YOUR OBJECTIVE:
Up to and including the line that contains "filter:drop-shadow(2px 0 #845782)", write out each line of the material from its first line, exactly.

RECORDS PROVIDED:
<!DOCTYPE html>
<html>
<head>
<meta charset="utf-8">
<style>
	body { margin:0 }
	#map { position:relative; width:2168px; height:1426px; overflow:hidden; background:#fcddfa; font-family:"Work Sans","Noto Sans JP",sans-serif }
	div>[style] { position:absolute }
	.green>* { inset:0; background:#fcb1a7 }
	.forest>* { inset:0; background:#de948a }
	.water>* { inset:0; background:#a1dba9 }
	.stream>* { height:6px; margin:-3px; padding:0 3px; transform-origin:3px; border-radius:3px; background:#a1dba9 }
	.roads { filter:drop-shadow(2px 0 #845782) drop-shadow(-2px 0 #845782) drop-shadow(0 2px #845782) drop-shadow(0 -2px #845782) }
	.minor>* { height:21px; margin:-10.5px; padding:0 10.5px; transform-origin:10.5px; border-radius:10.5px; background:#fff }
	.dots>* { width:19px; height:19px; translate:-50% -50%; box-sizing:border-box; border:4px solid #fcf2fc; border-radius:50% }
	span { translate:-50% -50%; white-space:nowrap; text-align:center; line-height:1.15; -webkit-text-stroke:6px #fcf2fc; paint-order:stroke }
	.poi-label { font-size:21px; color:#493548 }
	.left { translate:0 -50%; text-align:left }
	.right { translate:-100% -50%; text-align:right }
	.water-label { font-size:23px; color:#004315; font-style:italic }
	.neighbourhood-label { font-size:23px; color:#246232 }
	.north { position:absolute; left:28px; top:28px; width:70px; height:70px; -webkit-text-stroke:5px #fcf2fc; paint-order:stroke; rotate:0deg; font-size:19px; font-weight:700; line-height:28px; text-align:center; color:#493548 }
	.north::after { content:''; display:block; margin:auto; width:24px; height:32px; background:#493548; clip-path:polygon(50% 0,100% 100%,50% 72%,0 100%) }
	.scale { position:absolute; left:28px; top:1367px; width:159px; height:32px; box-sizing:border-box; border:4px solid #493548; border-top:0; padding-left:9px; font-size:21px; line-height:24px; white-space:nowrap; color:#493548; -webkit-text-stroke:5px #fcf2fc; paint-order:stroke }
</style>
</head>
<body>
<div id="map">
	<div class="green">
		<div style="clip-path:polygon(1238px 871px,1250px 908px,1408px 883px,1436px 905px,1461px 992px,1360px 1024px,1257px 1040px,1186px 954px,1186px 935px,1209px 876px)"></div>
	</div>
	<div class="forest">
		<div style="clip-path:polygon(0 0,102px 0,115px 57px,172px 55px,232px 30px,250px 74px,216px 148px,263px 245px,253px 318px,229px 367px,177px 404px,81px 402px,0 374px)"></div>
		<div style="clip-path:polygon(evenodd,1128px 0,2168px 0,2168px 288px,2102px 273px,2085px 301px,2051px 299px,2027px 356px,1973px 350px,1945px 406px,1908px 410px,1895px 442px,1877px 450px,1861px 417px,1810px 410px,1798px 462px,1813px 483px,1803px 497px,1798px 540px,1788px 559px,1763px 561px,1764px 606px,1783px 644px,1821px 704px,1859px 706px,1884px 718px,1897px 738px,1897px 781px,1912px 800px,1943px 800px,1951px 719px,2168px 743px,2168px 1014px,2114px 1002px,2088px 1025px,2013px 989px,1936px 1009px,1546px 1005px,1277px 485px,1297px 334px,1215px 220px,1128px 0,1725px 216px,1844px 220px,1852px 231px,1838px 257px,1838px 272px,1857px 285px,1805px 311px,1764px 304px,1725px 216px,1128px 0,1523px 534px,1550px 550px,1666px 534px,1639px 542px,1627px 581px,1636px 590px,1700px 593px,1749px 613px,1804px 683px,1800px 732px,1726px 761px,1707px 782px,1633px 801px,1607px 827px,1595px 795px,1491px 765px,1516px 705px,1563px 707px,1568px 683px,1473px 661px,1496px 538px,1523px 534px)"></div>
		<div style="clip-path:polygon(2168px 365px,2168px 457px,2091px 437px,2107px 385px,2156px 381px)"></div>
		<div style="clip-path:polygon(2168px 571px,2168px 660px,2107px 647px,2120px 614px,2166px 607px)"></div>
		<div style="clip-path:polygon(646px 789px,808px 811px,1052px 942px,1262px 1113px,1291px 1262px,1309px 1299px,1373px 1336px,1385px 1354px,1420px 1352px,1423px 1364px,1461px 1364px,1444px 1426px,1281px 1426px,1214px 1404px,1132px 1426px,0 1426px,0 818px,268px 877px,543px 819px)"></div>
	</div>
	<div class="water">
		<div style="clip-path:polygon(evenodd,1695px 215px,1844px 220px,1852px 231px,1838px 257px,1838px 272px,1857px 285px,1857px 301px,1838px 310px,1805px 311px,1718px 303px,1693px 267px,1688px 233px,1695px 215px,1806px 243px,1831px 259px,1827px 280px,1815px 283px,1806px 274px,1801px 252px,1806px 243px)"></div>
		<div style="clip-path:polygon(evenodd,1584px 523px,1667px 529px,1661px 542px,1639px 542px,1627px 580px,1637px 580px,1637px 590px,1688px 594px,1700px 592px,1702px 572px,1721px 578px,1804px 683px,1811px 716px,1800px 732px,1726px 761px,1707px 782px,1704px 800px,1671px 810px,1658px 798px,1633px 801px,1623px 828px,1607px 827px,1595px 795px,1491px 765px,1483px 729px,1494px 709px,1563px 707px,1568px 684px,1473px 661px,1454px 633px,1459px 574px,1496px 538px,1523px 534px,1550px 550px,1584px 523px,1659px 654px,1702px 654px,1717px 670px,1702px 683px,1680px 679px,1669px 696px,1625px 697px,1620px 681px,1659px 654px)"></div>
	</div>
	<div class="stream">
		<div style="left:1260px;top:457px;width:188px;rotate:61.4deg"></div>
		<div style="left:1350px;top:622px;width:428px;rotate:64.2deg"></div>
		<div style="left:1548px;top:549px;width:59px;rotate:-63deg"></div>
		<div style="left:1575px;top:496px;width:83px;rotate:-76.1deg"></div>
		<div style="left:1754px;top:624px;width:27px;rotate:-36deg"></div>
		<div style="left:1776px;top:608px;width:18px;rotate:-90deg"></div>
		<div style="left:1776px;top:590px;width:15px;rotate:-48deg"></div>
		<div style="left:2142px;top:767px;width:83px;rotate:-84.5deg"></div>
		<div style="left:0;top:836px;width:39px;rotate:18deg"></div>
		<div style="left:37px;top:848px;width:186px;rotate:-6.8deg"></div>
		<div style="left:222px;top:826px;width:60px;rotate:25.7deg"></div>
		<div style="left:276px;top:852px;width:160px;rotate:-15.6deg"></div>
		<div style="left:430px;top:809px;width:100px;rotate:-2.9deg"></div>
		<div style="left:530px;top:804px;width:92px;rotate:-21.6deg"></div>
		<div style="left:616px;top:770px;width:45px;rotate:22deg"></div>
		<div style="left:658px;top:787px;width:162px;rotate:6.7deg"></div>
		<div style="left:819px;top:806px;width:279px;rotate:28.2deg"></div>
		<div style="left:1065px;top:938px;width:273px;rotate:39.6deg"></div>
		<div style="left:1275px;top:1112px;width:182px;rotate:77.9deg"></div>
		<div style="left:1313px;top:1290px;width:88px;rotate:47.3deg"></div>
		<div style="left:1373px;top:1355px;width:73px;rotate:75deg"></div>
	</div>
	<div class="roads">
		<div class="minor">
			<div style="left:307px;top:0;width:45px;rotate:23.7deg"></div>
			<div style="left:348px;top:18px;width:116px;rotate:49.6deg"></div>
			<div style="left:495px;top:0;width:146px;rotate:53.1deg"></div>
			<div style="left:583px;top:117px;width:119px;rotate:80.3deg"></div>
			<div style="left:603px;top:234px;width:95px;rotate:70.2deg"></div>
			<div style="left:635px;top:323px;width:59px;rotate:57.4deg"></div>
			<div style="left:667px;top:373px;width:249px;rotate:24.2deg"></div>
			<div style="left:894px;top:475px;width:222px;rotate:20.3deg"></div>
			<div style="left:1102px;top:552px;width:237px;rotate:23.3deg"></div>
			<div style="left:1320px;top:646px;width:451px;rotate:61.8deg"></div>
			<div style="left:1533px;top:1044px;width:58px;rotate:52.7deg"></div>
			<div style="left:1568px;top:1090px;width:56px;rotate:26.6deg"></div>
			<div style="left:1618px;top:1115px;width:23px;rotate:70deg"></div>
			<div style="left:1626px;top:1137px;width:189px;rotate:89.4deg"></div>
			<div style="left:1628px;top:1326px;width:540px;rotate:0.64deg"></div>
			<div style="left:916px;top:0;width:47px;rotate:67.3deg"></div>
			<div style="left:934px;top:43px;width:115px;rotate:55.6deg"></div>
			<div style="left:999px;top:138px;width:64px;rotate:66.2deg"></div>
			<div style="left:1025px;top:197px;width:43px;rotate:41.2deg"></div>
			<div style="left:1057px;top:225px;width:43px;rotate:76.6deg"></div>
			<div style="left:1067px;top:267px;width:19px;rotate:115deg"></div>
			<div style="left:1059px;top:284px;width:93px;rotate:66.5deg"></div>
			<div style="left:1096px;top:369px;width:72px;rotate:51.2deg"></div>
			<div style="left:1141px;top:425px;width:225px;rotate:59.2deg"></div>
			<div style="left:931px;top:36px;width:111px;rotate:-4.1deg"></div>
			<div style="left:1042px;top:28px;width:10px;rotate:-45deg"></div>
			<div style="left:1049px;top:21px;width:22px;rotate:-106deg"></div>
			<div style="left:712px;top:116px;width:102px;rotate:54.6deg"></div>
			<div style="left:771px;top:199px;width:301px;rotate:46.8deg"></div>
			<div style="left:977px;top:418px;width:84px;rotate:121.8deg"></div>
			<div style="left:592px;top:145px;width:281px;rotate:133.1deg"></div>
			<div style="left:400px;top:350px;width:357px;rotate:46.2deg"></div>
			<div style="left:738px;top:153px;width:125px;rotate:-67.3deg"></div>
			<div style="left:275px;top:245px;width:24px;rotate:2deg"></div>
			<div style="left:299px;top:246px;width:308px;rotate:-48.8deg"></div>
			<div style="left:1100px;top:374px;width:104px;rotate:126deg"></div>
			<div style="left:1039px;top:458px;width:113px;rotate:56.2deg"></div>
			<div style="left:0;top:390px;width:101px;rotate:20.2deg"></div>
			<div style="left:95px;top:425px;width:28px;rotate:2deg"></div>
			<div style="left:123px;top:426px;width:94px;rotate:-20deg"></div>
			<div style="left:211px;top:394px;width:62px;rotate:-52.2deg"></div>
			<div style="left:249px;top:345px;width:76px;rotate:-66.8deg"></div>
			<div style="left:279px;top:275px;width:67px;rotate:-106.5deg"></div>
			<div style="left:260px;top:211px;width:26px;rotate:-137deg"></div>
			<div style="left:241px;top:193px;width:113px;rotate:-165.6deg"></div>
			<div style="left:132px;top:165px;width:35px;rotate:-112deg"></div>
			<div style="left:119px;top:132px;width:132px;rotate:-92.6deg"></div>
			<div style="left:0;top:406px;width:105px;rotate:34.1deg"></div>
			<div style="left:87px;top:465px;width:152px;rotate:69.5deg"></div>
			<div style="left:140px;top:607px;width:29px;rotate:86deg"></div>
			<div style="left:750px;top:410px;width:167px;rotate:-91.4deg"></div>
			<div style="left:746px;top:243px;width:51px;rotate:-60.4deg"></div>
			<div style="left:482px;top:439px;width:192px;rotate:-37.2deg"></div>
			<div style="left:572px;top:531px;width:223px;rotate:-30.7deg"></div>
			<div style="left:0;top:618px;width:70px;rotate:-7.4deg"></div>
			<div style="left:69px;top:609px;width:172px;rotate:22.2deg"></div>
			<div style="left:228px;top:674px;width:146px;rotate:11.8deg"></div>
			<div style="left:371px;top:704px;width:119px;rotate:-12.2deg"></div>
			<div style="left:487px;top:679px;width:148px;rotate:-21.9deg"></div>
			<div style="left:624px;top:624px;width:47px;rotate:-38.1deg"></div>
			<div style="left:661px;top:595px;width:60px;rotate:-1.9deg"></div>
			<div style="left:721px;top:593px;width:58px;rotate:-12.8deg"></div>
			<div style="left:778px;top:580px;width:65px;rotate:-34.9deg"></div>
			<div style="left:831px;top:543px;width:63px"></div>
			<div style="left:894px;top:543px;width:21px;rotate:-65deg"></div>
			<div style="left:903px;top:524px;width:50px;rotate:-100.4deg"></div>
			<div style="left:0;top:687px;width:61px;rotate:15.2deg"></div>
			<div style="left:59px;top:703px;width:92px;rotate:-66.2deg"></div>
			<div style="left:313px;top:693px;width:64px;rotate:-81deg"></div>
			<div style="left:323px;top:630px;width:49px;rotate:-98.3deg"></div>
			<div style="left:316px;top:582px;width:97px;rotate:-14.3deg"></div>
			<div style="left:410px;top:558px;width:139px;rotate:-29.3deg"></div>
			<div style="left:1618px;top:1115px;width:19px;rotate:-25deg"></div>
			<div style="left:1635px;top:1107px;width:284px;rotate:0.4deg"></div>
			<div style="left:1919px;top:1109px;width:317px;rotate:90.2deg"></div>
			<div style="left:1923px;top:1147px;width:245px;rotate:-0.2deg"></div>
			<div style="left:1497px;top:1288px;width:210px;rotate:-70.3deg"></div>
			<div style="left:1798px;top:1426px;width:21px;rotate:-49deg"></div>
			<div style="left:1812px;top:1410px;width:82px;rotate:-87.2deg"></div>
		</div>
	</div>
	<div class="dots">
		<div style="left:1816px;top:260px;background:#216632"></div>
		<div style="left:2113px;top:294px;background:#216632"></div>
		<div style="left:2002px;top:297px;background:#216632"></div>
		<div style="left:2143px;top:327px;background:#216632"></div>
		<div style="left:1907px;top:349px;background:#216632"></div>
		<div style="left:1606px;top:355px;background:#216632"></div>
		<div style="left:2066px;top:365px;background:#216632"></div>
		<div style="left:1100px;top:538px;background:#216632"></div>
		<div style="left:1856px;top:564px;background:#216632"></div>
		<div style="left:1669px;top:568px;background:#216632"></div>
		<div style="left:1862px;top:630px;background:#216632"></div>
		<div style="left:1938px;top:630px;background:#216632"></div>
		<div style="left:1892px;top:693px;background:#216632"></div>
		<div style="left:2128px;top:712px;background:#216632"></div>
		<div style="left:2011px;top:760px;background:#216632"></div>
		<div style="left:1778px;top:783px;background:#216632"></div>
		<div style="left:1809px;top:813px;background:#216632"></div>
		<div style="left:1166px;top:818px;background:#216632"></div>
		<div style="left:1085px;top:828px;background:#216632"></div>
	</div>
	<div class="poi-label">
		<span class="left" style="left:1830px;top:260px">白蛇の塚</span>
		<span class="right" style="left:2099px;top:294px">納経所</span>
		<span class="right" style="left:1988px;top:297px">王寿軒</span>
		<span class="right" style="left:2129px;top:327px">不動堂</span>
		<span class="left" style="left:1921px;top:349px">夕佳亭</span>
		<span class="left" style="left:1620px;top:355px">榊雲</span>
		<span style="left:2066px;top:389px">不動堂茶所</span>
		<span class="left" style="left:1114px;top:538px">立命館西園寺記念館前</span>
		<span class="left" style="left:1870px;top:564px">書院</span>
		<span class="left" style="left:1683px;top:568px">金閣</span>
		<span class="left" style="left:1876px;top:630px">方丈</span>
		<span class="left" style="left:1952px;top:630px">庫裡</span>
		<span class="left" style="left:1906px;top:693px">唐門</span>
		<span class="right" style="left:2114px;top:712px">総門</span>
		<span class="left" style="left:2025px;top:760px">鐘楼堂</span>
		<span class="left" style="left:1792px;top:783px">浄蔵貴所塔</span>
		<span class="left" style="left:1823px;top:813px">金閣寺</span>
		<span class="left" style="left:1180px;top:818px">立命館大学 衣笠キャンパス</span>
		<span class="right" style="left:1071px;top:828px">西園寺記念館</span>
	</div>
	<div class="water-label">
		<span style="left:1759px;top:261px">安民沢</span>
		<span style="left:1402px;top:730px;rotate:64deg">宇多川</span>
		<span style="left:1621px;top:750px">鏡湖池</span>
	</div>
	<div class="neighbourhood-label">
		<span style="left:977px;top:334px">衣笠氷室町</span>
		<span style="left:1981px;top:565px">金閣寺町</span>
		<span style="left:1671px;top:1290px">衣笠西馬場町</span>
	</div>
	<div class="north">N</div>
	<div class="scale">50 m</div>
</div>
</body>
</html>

ANSWER BOX:
<!DOCTYPE html>
<html>
<head>
<meta charset="utf-8">
<style>
	body { margin:0 }
	#map { position:relative; width:2168px; height:1426px; overflow:hidden; background:#fcddfa; font-family:"Work Sans","Noto Sans JP",sans-serif }
	div>[style] { position:absolute }
	.green>* { inset:0; background:#fcb1a7 }
	.forest>* { inset:0; background:#de948a }
	.water>* { inset:0; background:#a1dba9 }
	.stream>* { height:6px; margin:-3px; padding:0 3px; transform-origin:3px; border-radius:3px; background:#a1dba9 }
	.roads { filter:drop-shadow(2px 0 #845782) drop-shadow(-2px 0 #845782) drop-shadow(0 2px #845782) drop-shadow(0 -2px #845782) }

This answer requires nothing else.